▸ Problem requirements
Extract each line of the material that follows exactly and omit its pictures.

▸ Data to examine
-------------------------

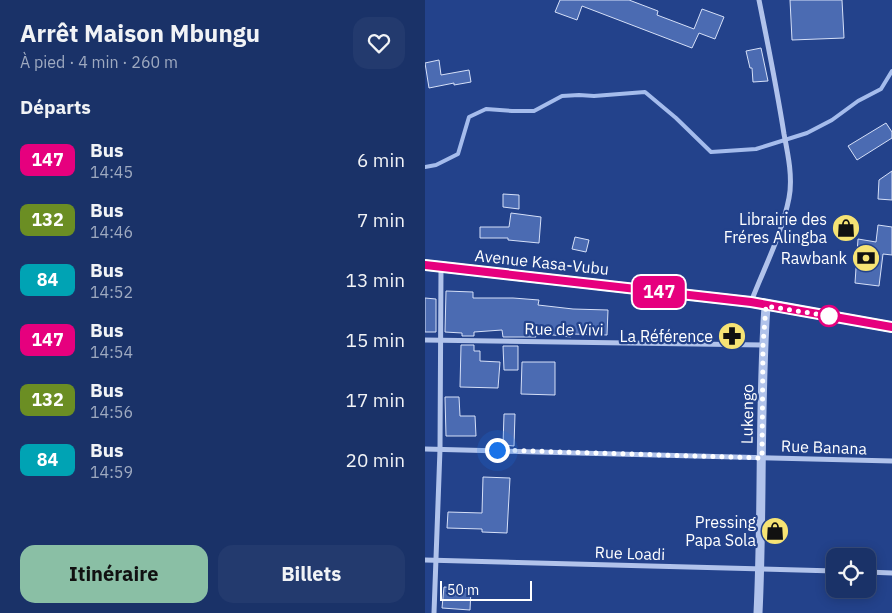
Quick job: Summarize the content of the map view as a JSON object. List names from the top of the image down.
{
  "streets": {
    "main road": ["Avenue Kasa-Vubu"],
    "street": [
      "Rue de Vivi",
      "Lukengo",
      "Rue Banana",
      "Rue Loadi"
    ]
  },
  "crossings": [
    ["Avenue Kasa-Vubu", "Lukengo"],
    ["Rue de Vivi", "Lukengo"],
    ["Lukengo", "Rue Banana"],
    ["Lukengo", "Rue Loadi"]
  ],
  "places": {
    "shop": ["Librairie des Fréres Alingba", "Pressing Papa Sola"],
    "bank": ["Rawbank"],
    "pharmacy": ["La Référence"]
  },
  "lines": ["bus line 147"],
  "scale_bar": "50 m",
  "page": {
    "heading": [
      ["Arrêt Maison Mbungu", "À pied · 4 min · 260 m"],
      "Départs"
    ],
    "on_map": "147",
    "list": [
      {
        "mark": "147",
        "name": "Bus",
        "note": "14:45",
        "value": "6 min"
      },
      {
        "mark": "132",
        "name": "Bus",
        "note": "14:46",
        "value": "7 min"
      },
      {
        "mark": "84",
        "name": "Bus",
        "note": "14:52",
        "value": "13 min"
      },
      {
        "mark": "147",
        "name": "Bus",
        "note": "14:54",
        "value": "15 min"
      },
      {
        "mark": "132",
        "name": "Bus",
        "note": "14:56",
        "value": "17 min"
      },
      {
        "mark": "84",
        "name": "Bus",
        "note": "14:59",
        "value": "20 min"
      }
    ],
    "buttons": ["Itinéraire", "Billets"],
    "scale": "50 m"
  }
}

-------------------------

▸ Solution for this problem
Quick job: Summarize the content of the map view as a JSON object. List names from the top of the image down.
{
  "streets": {
    "main road": ["Avenue Kasa-Vubu"],
    "street": [
      "Rue de Vivi",
      "Lukengo",
      "Rue Banana",
      "Rue Loadi"
    ]
  },
  "crossings": [
    ["Avenue Kasa-Vubu", "Lukengo"],
    ["Rue de Vivi", "Lukengo"],
    ["Lukengo", "Rue Banana"],
    ["Lukengo", "Rue Loadi"]
  ],
  "places": {
    "shop": ["Librairie des Fréres Alingba", "Pressing Papa Sola"],
    "bank": ["Rawbank"],
    "pharmacy": ["La Référence"]
  },
  "lines": ["bus line 147"],
  "scale_bar": "50 m",
  "page": {
    "heading": [
      ["Arrêt Maison Mbungu", "À pied · 4 min · 260 m"],
      "Départs"
    ],
    "on_map": "147",
    "list": [
      {
        "mark": "147",
        "name": "Bus",
        "note": "14:45",
        "value": "6 min"
      },
      {
        "mark": "132",
        "name": "Bus",
        "note": "14:46",
        "value": "7 min"
      },
      {
        "mark": "84",
        "name": "Bus",
        "note": "14:52",
        "value": "13 min"
      },
      {
        "mark": "147",
        "name": "Bus",
        "note": "14:54",
        "value": "15 min"
      },
      {
        "mark": "132",
        "name": "Bus",
        "note": "14:56",
        "value": "17 min"
      },
      {
        "mark": "84",
        "name": "Bus",
        "note": "14:59",
        "value": "20 min"
      }
    ],
    "buttons": ["Itinéraire", "Billets"],
    "scale": "50 m"
  }
}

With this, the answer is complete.